В «Петербурге» А.Белого, как сказал сам А. Белый, «сознание… отрывается от стихийности», превращаясь в «мозговую игру». В подобной лжедеятельности пребывают все: сенатор Аполлон Аблеухов, его сын Николай, дама «полусвета» Софья Лихутина… «Летящая в пустоту культура» - лейтмотив «Петербурга». Классические образы, мотивы (А.С.Пушкина, Н.В. Гоголя, Ф.М. Достоевского, Л.Н. Толстого) предельно искажены. Приход Медного Всадника к Дудкину сопровождается «ударами металла, дробящего камень», «сбрасыванием лавров с венка Петра». А. Белый считал, что царь «каменной цивилизацией заложил дегуманизированный, чуждый России путь».1

В облике «антигероев», самом повествовании ясно проступает влечение писателя к мастерству Н.В. Гоголя и Ф.М. Достоевского. Но мрачные нотки усиливаются предельно. Иронический сказ исполнен издевки; предметный мир – единственная реальность, так как внутреннее бытие для персонажей романа сводится к абсурду, «вихрям сознания». Непрерывен ряд пугающих символов: чердака-тюрьмы, бесконечной лестницы, «расчерченного на куски города».

Катастрофическое состояние Петербурга наводит на печальную мысль о драме человека, лишенного себя, своей души. Видимо, потому младший Аблеухов в эпилоге романа с упоением читает гуманиста Г. Сковороду, который пророчит очищение и преображение страны.

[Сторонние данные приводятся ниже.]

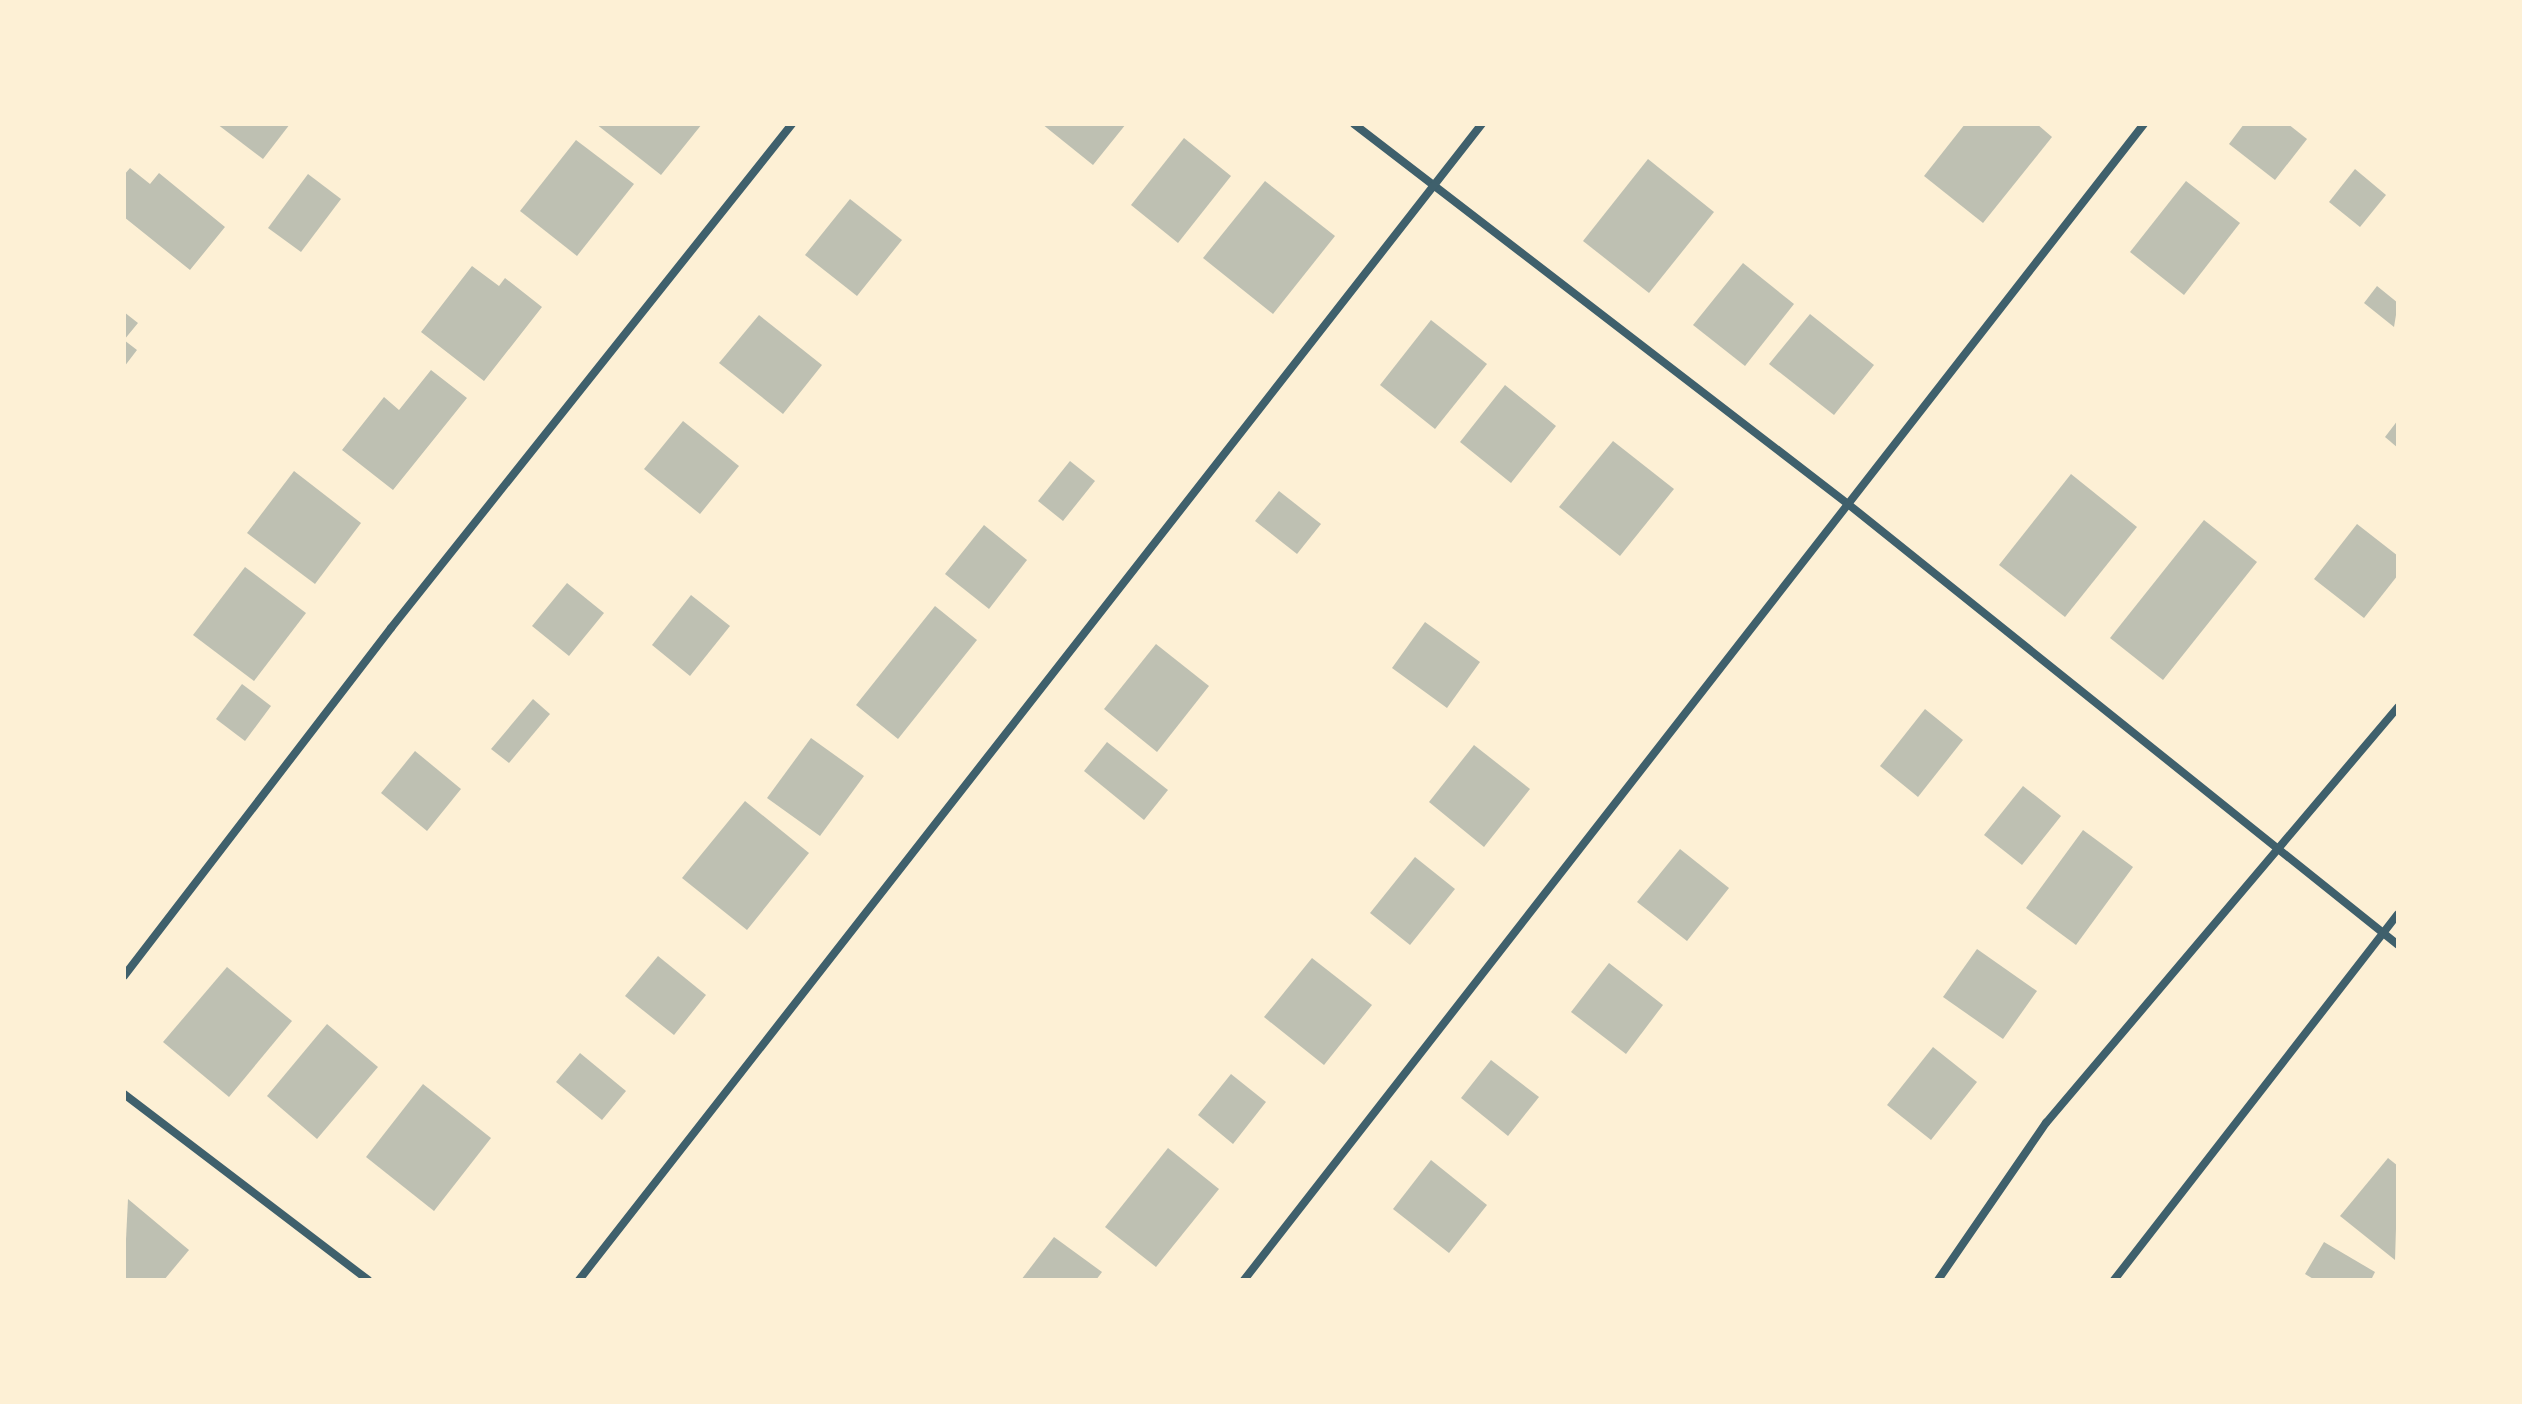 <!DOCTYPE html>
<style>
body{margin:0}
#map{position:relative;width:2522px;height:1404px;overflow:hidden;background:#fdf0d5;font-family:"Fira Sans Condensed",sans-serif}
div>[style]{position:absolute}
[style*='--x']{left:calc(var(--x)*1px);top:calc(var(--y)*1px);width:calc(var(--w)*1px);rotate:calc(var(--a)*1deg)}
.building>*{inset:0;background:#bec0b2}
.minor>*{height:8px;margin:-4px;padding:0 4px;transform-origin:4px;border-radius:4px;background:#3f606c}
span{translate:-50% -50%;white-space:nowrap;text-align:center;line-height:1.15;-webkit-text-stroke:8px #fdf0d5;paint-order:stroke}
.frame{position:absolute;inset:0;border:126px solid #fdf0d5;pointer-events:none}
</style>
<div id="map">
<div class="building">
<div style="clip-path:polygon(217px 124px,290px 124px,263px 159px)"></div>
<div style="clip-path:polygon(596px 124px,702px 124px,661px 175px)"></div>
<div style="clip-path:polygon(1042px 124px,1126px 124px,1093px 165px)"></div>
<div style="clip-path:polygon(1965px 124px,2037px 124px,2052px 137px,1983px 223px,1924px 176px)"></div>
<div style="clip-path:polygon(2244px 124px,2288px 124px,2307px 139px,2275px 180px,2229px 144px)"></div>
<div style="clip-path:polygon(1184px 138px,1231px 176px,1178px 243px,1131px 205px)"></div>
<div style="clip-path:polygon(576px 140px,634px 184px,577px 256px,520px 211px)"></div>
<div style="clip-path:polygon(1648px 159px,1714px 212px,1649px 293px,1583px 241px)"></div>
<div style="clip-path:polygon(130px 168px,150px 184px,159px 173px,225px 227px,190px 270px,124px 217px,124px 175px)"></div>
<div style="clip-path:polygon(2355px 169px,2386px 195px,2360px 227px,2329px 202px)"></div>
<div style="clip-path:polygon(308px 174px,341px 199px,301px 252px,268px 228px)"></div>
<div style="clip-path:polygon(1265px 181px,1335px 236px,1273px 314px,1203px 258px)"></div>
<div style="clip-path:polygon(2186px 181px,2240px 223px,2184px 295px,2130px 252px)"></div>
<div style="clip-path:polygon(850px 199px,902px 240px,857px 296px,805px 255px)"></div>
<div style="clip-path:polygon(1743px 263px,1794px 304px,1745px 366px,1693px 325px)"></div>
<div style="clip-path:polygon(472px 266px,499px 286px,505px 278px,542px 307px,484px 381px,421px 332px)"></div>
<div style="clip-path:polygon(2377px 286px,2398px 303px,2394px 327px,2364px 303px)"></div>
<div style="clip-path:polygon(124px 312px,138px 323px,124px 340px,137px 350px,124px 367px)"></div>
<div style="clip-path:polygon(1810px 314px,1874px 365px,1834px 415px,1769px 364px)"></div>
<div style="clip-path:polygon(759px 315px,822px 365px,783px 414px,719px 363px)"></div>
<div style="clip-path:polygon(1431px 320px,1487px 364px,1435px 429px,1380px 385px)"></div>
<div style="clip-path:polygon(431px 370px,467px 398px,393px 490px,342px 450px,384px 397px,399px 410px)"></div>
<div style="clip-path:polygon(1505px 385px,1556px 426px,1511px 483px,1460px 442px)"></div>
<div style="clip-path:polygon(2398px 420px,2398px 448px,2385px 437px)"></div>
<div style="clip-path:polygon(683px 421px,739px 466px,700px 514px,644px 469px)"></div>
<div style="clip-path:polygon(1613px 441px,1674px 489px,1620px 556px,1559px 507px)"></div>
<div style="clip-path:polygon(1070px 461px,1095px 481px,1063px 521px,1038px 501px)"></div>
<div style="clip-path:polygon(294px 471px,361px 523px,315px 584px,247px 533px)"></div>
<div style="clip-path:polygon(2071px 474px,2137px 527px,2065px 617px,1999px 565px)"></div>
<div style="clip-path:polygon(1279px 491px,1321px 524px,1297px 554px,1255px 521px)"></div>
<div style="clip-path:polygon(2204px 520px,2257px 562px,2163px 680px,2110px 638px)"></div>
<div style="clip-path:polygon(2357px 524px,2398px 556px,2398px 575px,2364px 618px,2314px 579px)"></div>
<div style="clip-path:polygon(984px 525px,1027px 560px,989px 609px,945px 574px)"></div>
<div style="clip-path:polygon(245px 567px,306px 613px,254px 681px,193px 635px)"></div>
<div style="clip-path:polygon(567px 583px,604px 613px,569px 656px,532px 626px)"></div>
<div style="clip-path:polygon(691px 595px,730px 626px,690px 676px,652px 645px)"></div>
<div style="clip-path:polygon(935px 606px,977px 640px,898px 739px,856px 705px)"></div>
<div style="clip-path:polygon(1425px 622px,1480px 662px,1447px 708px,1392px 668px)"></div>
<div style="clip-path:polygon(1156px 644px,1209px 686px,1157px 752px,1104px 709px)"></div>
<div style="clip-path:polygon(242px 684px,271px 706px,245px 741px,216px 719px)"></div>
<div style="clip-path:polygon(533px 699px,550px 714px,509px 763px,491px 749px)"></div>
<div style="clip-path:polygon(1925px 709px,1963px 740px,1918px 797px,1880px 766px)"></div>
<div style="clip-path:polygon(811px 738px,864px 776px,820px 836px,767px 798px)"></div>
<div style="clip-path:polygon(1107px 742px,1168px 790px,1144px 820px,1084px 771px)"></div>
<div style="clip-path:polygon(1474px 745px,1530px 789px,1484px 847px,1429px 802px)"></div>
<div style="clip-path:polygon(415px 751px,461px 789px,427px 831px,381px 793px)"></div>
<div style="clip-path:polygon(2023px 786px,2061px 816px,2022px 865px,1984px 835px)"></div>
<div style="clip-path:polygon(745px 801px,809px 853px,747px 930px,682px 878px)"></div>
<div style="clip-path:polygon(2083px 830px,2133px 867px,2076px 945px,2026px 908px)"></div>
<div style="clip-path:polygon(1680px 849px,1729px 888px,1687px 941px,1637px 902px)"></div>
<div style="clip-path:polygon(1415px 857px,1455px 889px,1410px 945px,1370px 913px)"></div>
<div style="clip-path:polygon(1977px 949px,2037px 991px,2003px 1039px,1943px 997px)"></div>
<div style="clip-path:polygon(658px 956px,706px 995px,674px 1035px,625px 996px)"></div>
<div style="clip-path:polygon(1312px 958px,1372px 1005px,1324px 1065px,1264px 1017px)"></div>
<div style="clip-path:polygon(1609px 963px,1663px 1005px,1626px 1054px,1571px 1012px)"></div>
<div style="clip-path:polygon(227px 967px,292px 1021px,229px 1097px,163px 1042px)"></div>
<div style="clip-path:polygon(327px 1024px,378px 1067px,317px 1139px,267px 1096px)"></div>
<div style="clip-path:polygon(1933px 1047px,1977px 1082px,1931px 1140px,1887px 1105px)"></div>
<div style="clip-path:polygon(580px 1053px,626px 1091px,602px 1120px,556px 1082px)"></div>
<div style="clip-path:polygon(1491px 1060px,1539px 1097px,1508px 1136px,1461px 1098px)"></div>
<div style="clip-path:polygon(1231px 1074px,1266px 1102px,1233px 1144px,1198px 1115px)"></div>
<div style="clip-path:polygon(423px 1084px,491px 1138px,434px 1211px,366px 1157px)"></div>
<div style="clip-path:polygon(1168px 1148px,1219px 1189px,1156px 1267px,1105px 1227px)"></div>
<div style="clip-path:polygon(2388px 1158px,2398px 1166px,2395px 1260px,2340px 1216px)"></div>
<div style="clip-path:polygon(1431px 1160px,1487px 1205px,1449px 1253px,1393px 1209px)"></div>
<div style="clip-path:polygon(128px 1199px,189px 1250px,164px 1280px,124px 1280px)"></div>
<div style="clip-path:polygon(1054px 1237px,1102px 1272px,1096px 1280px,1021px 1280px)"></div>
<div style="clip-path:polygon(2324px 1242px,2375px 1272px,2371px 1280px,2315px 1280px,2305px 1274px)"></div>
</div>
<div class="minor">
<div style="--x:1354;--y:124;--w:623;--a:37.57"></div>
<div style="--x:1848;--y:504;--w:705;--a:38.72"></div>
<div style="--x:124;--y:976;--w:439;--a:-52.5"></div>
<div style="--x:391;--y:628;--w:644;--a:-51.49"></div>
<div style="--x:124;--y:1094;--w:307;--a:37.3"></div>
<div style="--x:579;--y:1280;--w:1467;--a:-52.01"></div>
<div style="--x:1244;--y:1280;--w:1465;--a:-52.1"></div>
<div style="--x:1938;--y:1280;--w:191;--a:-55.5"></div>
<div style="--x:2046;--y:1123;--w:545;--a:-49.76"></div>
<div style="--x:2114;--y:1280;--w:463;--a:-52.2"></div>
</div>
<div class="frame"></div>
</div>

Такое очищение А.А. Блок видел в возможности революции. Но что же получилось в результате этой самой революции? Картина революционного Петербурга в поэме «Двенадцать» А.А. Блока изображает кровь, преступления, человеческие падения:

Трах – тарарах! Ты будешь знать,

Как с девочкой чужой гулять!..


1. Пронина Е.П. Русская литература XX века. Очерки. Портреты. Эссе. М., 1994.